*** Opening of Exercise materials ***

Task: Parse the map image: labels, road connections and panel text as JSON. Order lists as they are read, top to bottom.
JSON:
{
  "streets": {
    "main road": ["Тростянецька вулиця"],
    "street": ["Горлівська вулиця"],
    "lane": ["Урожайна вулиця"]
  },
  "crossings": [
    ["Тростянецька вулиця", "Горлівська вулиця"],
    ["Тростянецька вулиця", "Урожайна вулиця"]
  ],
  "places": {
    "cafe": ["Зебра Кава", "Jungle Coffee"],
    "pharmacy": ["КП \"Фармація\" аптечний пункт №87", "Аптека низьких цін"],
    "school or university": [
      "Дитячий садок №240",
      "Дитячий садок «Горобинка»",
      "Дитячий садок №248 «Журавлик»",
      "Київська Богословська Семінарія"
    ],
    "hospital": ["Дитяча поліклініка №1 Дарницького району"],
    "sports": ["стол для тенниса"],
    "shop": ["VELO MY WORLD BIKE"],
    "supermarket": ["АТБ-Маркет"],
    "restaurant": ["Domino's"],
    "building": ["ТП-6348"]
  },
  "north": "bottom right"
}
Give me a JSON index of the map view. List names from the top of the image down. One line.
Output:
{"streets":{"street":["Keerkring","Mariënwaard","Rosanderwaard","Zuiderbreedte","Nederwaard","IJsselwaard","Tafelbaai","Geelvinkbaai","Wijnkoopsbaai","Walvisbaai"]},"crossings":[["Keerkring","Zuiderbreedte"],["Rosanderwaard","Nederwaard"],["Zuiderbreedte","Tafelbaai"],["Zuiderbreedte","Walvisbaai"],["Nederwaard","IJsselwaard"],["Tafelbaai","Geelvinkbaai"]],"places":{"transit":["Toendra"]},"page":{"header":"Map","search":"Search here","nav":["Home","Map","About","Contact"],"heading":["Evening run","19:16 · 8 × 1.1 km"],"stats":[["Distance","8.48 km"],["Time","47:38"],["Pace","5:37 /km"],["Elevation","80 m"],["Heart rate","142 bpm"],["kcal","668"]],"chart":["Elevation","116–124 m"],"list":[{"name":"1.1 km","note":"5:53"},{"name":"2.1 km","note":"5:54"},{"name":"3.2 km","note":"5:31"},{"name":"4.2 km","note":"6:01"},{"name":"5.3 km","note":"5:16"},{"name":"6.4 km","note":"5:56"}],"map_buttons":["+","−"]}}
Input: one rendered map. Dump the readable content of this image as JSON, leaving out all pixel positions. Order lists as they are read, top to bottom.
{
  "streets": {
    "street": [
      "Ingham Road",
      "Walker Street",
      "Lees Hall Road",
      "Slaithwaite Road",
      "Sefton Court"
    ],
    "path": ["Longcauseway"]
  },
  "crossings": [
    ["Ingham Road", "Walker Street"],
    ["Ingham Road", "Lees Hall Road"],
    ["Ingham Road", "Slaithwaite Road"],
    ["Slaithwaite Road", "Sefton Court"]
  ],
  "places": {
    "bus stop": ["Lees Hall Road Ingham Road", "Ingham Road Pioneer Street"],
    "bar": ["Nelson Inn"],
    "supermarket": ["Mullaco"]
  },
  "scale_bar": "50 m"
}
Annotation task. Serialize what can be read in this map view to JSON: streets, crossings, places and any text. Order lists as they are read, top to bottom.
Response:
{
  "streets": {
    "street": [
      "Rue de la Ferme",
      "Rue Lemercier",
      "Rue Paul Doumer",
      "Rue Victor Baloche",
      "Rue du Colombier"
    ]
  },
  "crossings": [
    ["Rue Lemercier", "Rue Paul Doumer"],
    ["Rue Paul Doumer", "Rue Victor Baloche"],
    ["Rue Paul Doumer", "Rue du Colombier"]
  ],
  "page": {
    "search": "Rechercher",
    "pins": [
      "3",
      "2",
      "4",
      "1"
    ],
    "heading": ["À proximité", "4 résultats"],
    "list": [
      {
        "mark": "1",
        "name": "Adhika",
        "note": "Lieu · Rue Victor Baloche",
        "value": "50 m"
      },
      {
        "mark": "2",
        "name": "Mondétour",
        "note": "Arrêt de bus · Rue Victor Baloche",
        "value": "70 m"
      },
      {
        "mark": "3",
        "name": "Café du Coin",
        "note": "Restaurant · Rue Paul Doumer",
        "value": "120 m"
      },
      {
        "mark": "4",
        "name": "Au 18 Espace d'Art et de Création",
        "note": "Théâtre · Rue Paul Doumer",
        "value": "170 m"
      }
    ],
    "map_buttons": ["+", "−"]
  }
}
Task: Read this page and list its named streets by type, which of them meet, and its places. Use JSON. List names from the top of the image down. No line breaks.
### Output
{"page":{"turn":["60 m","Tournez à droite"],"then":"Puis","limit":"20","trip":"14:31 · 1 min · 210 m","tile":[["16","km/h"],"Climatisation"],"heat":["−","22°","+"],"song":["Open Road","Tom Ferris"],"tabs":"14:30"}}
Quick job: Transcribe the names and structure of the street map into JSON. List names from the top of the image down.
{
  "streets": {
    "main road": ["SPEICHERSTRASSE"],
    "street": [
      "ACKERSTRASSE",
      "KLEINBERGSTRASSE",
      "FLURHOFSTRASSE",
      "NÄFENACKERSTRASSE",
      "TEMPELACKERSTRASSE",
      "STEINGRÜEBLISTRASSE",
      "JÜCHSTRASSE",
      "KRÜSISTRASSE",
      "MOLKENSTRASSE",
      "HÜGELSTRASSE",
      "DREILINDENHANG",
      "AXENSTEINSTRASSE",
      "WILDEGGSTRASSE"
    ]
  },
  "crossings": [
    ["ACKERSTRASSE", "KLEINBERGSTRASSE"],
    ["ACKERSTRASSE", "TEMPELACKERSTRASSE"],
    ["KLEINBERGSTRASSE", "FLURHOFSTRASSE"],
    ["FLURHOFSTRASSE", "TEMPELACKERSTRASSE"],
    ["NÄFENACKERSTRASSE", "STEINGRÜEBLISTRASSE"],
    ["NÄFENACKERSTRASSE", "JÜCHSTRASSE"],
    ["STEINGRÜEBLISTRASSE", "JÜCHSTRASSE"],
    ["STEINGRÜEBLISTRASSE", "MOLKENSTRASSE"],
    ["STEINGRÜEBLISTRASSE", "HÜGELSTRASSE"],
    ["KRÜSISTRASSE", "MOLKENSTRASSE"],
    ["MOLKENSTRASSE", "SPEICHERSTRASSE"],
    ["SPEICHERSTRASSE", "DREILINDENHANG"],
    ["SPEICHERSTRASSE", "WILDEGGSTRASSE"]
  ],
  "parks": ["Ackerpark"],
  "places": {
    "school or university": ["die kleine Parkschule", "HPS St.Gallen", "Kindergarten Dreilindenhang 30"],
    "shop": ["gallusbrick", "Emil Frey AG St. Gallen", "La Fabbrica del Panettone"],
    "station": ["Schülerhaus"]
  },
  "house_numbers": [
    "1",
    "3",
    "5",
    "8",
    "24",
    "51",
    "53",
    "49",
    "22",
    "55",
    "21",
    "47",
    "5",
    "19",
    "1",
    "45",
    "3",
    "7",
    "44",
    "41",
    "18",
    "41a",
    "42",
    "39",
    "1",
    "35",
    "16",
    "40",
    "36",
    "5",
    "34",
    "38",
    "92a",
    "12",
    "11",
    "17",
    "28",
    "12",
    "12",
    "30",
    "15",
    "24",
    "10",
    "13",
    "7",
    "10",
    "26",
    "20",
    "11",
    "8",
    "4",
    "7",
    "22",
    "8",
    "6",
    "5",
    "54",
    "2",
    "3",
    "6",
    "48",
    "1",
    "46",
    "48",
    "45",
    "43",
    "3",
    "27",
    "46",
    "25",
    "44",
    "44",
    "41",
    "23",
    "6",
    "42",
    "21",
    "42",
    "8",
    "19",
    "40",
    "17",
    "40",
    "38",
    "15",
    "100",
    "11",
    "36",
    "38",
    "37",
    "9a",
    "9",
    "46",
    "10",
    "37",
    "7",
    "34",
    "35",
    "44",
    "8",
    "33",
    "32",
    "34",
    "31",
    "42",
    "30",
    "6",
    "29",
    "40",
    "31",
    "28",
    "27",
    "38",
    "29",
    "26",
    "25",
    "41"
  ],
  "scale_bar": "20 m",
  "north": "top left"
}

*** Close of Exercise materials ***

What must be returned is only the number of lines in the records that hold the word "Doumer".

6